| WHAT YOU NEED TO DO |
After reading the data below, copy out every line that contains the word "list".

====== EXERCISE MATERIALS ======

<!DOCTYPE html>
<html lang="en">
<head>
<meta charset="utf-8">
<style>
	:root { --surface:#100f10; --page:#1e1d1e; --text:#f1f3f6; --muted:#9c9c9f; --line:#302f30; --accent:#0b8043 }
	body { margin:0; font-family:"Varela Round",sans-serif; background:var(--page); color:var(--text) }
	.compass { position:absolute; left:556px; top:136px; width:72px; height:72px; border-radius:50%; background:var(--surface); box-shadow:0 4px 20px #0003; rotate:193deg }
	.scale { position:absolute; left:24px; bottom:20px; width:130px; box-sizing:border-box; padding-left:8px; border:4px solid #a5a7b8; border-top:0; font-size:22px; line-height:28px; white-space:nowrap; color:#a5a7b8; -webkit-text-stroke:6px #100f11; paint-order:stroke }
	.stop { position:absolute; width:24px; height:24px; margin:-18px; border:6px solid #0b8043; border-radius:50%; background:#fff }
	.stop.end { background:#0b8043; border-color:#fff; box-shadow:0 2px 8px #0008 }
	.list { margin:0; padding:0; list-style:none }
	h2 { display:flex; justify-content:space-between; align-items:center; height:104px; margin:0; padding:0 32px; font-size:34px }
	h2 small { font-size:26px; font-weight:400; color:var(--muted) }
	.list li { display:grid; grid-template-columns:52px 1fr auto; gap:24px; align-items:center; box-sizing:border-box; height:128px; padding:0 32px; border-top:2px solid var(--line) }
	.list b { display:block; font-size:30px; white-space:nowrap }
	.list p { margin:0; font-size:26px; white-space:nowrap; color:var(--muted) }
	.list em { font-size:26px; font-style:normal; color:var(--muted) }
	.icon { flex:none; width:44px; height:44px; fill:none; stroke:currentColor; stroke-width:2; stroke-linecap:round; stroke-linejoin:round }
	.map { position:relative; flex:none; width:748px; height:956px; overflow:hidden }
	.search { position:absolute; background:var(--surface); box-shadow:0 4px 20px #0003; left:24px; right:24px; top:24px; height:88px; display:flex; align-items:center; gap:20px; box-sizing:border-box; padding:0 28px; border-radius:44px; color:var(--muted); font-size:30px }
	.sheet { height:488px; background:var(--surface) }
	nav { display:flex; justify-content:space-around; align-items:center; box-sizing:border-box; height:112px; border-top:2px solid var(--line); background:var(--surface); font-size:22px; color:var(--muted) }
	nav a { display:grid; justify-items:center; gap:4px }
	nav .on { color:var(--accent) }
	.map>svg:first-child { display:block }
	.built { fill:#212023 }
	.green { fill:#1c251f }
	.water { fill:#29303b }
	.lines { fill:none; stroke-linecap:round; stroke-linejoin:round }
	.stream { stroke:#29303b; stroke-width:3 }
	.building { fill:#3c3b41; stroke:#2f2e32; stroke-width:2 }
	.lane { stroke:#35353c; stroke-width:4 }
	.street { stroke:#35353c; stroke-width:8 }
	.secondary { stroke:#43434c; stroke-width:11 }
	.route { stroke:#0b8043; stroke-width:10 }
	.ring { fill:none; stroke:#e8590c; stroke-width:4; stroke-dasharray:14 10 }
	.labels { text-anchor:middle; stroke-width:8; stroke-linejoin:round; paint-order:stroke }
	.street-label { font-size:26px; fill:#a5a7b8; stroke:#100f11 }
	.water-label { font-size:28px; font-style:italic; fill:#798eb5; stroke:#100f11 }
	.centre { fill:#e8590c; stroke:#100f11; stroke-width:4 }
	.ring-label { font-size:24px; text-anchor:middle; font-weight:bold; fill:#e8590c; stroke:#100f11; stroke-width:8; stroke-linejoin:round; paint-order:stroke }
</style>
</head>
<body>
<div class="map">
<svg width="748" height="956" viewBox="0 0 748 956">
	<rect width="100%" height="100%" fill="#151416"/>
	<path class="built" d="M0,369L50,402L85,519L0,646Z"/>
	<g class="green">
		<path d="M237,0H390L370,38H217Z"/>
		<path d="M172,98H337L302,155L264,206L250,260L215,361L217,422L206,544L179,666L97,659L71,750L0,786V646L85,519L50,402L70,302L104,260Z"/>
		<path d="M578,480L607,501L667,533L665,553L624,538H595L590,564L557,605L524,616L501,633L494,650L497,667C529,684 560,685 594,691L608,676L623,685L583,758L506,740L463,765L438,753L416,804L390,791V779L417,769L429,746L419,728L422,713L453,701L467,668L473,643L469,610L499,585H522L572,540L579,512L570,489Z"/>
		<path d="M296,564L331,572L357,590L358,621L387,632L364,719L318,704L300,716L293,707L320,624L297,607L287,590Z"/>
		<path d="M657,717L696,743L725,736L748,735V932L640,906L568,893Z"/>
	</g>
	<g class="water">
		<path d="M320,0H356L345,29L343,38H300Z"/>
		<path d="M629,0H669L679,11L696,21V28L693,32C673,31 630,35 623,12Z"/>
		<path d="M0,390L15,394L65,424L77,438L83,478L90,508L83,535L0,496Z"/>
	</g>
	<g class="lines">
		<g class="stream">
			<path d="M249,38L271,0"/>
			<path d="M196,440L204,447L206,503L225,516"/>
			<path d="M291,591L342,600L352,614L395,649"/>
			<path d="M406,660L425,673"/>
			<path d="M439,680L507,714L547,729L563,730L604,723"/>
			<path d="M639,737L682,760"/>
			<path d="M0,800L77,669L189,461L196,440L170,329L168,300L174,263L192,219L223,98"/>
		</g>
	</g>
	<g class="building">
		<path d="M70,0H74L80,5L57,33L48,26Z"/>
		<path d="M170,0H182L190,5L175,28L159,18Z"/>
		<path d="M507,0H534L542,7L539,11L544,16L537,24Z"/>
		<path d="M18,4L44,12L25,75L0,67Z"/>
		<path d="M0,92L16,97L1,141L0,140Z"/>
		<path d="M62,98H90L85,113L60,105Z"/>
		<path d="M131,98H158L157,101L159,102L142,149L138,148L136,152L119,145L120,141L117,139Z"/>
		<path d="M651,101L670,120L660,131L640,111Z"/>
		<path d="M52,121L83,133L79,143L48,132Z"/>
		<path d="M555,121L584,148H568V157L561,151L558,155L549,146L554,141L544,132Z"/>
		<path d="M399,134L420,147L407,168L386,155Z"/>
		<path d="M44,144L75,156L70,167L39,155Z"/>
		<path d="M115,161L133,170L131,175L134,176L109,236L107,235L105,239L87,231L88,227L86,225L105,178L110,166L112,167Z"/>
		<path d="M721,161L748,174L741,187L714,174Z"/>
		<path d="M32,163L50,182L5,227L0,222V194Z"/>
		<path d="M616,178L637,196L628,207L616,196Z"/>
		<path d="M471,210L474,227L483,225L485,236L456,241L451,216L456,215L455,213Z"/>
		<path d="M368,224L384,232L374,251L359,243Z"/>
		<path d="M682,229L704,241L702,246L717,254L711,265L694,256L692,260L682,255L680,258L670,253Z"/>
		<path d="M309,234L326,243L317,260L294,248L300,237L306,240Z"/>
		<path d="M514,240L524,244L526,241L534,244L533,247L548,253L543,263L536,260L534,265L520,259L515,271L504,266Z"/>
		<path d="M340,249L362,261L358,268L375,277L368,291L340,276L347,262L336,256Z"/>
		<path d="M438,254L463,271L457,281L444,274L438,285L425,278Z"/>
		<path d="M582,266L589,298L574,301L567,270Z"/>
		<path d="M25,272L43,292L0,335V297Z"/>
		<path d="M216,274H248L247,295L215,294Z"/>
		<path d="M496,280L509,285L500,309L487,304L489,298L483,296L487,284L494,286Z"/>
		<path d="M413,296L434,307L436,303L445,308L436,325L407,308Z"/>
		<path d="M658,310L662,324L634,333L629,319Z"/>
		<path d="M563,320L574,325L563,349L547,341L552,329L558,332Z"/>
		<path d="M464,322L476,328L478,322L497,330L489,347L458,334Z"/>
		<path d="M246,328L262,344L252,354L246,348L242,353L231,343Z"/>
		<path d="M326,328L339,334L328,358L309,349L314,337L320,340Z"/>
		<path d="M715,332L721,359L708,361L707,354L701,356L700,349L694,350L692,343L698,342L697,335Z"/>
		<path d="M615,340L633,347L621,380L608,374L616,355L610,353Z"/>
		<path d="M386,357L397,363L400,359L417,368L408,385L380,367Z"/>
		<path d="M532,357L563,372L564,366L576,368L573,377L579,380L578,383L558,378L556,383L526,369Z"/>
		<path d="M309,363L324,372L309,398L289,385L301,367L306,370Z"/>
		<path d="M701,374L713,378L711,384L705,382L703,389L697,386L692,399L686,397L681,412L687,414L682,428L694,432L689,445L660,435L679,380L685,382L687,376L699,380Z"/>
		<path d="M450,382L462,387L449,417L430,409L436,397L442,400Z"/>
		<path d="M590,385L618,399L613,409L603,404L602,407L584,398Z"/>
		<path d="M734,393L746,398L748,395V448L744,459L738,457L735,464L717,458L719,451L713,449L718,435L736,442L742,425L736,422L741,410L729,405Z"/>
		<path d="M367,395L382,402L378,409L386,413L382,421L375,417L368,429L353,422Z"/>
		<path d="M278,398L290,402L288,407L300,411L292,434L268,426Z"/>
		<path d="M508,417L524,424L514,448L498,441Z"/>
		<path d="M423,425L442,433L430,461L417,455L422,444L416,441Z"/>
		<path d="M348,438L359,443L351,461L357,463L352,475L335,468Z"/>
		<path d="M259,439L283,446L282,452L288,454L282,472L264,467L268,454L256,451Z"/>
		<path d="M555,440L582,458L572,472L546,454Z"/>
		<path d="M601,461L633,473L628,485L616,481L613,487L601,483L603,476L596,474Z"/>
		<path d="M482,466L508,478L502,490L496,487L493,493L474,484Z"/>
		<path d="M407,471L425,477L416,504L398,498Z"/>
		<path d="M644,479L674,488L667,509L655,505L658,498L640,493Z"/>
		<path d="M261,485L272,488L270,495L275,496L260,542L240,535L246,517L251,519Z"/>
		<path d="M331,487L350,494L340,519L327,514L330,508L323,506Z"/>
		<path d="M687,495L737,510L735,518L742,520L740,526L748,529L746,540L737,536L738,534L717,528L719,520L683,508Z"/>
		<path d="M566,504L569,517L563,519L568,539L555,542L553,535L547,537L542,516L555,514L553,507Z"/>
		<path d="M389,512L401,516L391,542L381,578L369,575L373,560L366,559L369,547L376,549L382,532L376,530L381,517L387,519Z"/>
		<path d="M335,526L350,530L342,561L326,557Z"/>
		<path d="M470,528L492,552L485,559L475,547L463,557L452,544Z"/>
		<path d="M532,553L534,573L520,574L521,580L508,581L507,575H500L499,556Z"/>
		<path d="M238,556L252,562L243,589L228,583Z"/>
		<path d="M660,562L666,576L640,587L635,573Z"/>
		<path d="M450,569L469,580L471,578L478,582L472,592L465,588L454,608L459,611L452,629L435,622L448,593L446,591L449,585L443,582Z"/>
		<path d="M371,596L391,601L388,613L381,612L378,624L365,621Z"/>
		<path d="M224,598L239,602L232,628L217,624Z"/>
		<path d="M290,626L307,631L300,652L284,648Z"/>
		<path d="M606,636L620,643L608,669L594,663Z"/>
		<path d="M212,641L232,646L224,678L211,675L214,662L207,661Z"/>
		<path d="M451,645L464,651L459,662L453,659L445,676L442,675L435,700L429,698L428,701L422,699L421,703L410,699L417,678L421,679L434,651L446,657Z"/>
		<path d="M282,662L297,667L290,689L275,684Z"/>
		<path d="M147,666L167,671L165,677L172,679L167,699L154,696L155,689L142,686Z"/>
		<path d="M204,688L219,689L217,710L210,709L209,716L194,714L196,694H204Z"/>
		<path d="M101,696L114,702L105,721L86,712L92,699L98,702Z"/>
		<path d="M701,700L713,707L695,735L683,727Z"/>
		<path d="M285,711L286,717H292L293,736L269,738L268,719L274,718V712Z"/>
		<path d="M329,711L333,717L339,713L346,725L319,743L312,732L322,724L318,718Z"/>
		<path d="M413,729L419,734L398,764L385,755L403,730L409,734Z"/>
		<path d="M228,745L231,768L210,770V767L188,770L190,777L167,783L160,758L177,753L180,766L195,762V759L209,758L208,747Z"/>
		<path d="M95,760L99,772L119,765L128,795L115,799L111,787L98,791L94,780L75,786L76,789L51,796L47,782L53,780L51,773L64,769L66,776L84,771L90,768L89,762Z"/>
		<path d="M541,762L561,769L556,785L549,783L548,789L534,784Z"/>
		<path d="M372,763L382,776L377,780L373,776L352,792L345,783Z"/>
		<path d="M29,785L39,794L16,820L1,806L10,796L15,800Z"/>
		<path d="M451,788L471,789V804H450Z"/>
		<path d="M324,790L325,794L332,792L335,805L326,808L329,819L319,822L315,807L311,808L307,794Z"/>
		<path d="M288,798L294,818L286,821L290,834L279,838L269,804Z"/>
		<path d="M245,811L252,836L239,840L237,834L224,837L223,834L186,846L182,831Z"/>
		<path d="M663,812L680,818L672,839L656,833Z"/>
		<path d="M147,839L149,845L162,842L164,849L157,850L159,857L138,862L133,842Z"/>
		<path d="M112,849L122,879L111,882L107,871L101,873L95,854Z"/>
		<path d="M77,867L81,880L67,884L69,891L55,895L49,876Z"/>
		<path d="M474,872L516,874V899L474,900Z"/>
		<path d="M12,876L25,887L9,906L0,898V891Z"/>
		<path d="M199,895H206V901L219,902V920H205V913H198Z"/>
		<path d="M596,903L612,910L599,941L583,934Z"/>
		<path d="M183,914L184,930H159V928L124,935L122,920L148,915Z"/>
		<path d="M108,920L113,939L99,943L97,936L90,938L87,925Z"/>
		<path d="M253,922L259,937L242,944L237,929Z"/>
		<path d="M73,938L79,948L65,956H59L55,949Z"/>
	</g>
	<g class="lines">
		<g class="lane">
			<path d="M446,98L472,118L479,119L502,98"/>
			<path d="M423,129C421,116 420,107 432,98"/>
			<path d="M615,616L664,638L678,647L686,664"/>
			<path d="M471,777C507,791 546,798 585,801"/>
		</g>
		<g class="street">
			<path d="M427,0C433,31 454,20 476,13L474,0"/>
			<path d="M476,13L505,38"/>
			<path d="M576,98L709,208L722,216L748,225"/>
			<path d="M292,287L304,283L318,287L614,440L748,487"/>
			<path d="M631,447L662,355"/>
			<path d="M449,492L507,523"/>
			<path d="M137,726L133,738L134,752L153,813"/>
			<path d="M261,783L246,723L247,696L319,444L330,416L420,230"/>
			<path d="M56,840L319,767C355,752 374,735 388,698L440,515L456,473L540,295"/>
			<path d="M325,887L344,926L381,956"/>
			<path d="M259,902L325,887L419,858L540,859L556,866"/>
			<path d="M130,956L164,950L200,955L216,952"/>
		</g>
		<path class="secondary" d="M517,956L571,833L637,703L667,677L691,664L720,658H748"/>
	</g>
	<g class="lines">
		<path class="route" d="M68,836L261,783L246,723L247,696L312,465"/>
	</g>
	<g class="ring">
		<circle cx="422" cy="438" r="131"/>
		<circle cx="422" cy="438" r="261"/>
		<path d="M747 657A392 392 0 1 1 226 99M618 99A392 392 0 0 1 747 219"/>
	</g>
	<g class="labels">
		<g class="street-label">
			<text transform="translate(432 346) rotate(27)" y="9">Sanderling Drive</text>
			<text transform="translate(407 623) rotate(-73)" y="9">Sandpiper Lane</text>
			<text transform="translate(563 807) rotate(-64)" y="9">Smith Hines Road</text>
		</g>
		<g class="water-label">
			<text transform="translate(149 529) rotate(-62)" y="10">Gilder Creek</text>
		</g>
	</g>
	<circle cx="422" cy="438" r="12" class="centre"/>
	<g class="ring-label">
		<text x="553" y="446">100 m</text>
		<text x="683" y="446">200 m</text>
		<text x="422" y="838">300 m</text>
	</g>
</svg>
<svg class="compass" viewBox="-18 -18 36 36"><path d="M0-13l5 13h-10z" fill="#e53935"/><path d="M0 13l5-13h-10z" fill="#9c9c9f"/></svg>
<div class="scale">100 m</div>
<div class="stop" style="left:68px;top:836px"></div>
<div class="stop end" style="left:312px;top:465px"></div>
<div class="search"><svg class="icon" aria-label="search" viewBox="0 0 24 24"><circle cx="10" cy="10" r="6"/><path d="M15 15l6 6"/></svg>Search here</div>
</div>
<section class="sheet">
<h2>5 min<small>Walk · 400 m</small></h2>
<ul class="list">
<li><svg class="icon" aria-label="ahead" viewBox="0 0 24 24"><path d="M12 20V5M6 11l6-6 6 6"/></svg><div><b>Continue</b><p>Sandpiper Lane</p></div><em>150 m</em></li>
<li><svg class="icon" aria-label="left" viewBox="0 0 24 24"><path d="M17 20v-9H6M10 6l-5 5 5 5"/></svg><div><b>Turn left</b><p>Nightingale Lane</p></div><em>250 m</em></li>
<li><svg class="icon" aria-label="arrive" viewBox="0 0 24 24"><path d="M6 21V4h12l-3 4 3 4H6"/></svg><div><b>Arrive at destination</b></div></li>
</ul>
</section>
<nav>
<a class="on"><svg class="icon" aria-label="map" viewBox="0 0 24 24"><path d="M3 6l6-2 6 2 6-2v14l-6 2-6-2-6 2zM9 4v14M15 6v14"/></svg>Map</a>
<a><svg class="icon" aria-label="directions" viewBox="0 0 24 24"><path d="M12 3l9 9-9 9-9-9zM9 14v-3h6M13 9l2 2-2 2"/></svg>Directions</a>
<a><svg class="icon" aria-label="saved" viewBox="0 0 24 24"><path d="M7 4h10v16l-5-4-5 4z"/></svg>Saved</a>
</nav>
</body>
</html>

======

| EXERCISE RESPONSE |
	.list { margin:0; padding:0; list-style:none }
	.list li { display:grid; grid-template-columns:52px 1fr auto; gap:24px; align-items:center; box-sizing:border-box; height:128px; padding:0 32px; border-top:2px solid var(--line) }
	.list b { display:block; font-size:30px; white-space:nowrap }
	.list p { margin:0; font-size:26px; white-space:nowrap; color:var(--muted) }
	.list em { font-size:26px; font-style:normal; color:var(--muted) }
<ul class="list">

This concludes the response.